*** Opening of INPUT DATA ***

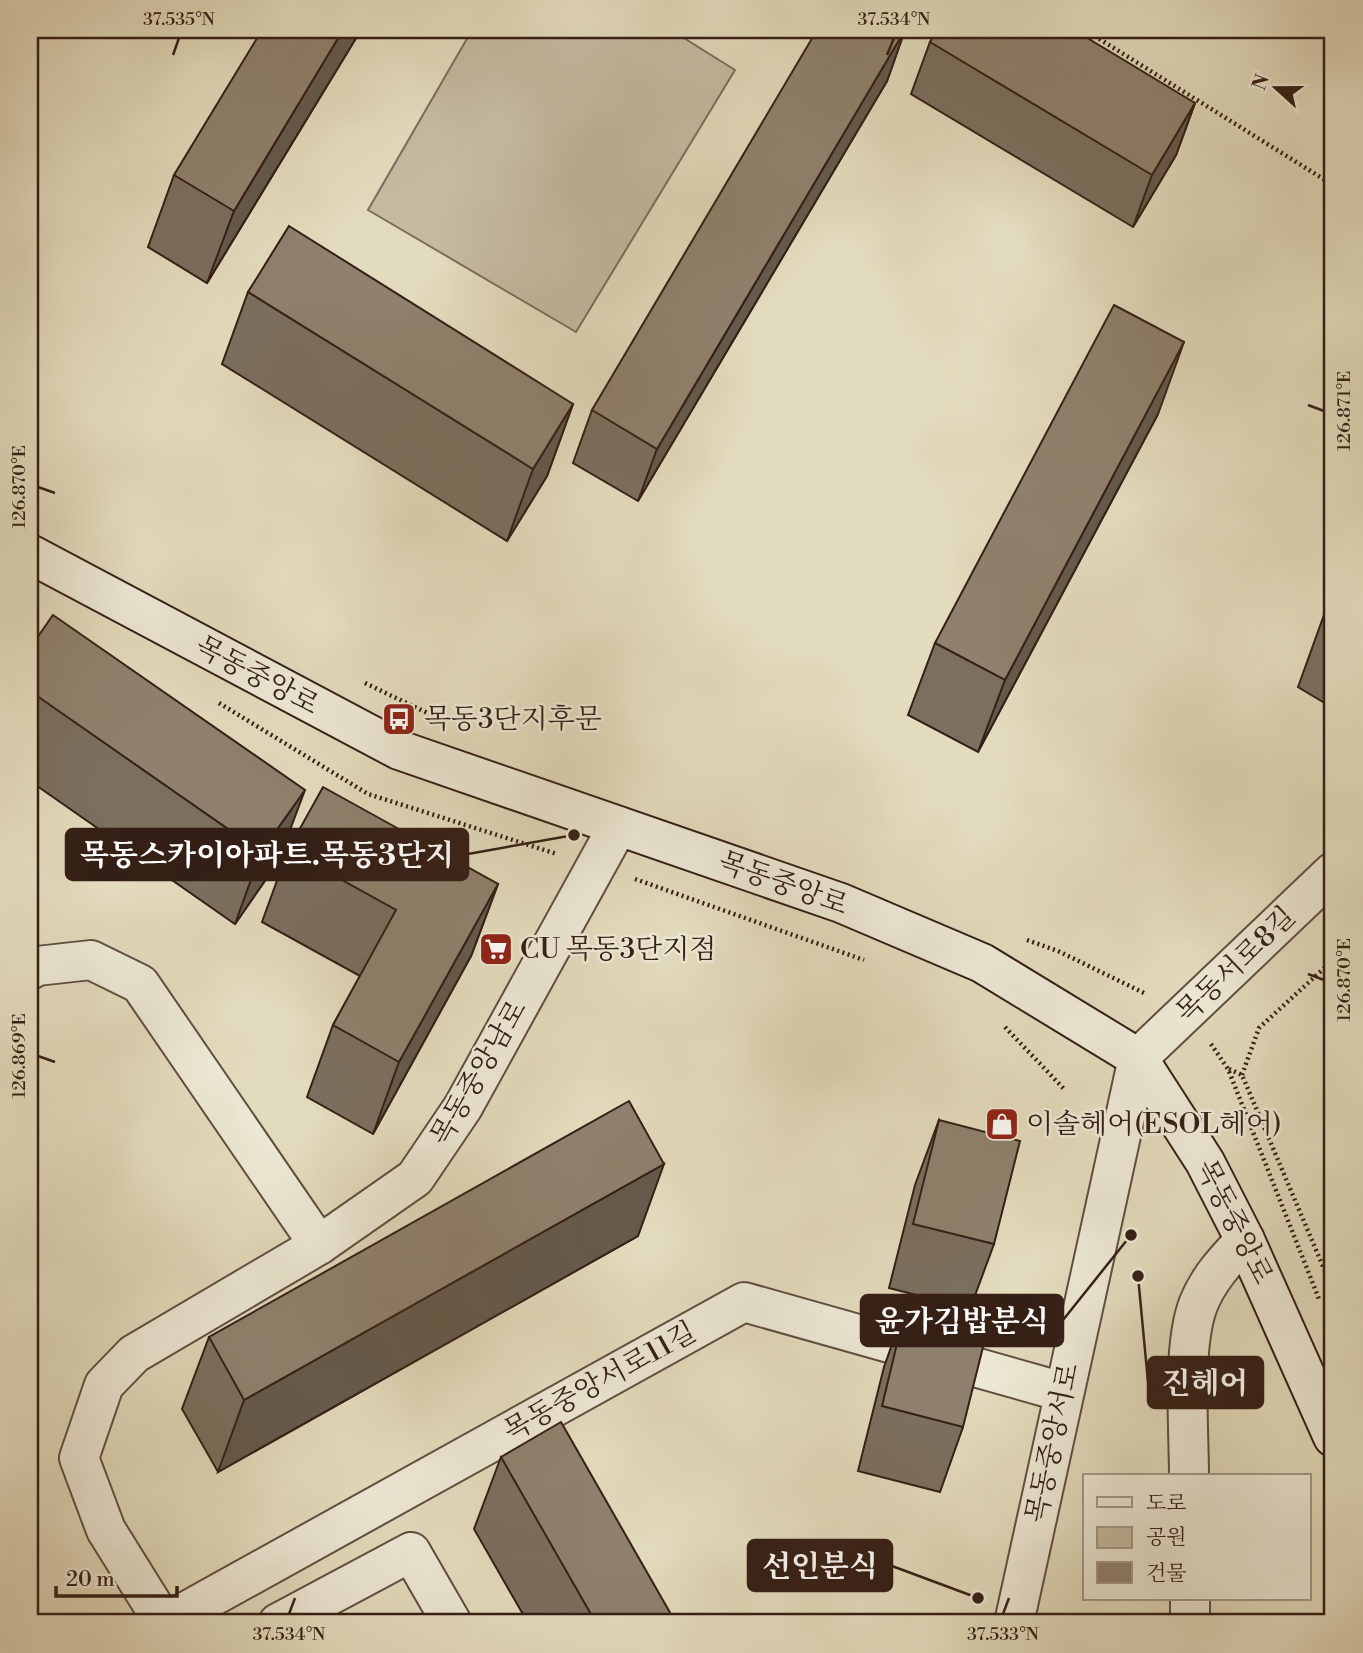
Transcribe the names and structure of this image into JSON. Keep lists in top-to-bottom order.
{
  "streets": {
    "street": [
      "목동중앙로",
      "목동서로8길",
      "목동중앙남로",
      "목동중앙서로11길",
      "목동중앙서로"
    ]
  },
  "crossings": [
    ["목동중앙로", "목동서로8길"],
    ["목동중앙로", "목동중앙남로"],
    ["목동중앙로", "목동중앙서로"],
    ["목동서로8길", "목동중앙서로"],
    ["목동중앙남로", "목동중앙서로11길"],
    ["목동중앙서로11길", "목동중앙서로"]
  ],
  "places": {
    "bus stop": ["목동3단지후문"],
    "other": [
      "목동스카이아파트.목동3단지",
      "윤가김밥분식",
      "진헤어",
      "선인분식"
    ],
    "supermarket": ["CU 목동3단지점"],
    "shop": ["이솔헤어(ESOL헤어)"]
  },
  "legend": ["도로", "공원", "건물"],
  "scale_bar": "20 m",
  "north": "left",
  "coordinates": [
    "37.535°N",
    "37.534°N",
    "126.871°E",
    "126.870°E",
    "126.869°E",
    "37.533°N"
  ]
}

*** Close of INPUT DATA ***

▶ **EXERCISE INSTRUCTIONS**:
Omit the pictures, then set down all the remaining data exactly as given.

▶ **WRITTEN SOLUTION**:
Transcribe the names and structure of this image into JSON. Keep lists in top-to-bottom order.
{
  "streets": {
    "street": [
      "목동중앙로",
      "목동서로8길",
      "목동중앙남로",
      "목동중앙서로11길",
      "목동중앙서로"
    ]
  },
  "crossings": [
    ["목동중앙로", "목동서로8길"],
    ["목동중앙로", "목동중앙남로"],
    ["목동중앙로", "목동중앙서로"],
    ["목동서로8길", "목동중앙서로"],
    ["목동중앙남로", "목동중앙서로11길"],
    ["목동중앙서로11길", "목동중앙서로"]
  ],
  "places": {
    "bus stop": ["목동3단지후문"],
    "other": [
      "목동스카이아파트.목동3단지",
      "윤가김밥분식",
      "진헤어",
      "선인분식"
    ],
    "supermarket": ["CU 목동3단지점"],
    "shop": ["이솔헤어(ESOL헤어)"]
  },
  "legend": ["도로", "공원", "건물"],
  "scale_bar": "20 m",
  "north": "left",
  "coordinates": [
    "37.535°N",
    "37.534°N",
    "126.871°E",
    "126.870°E",
    "126.869°E",
    "37.533°N"
  ]
}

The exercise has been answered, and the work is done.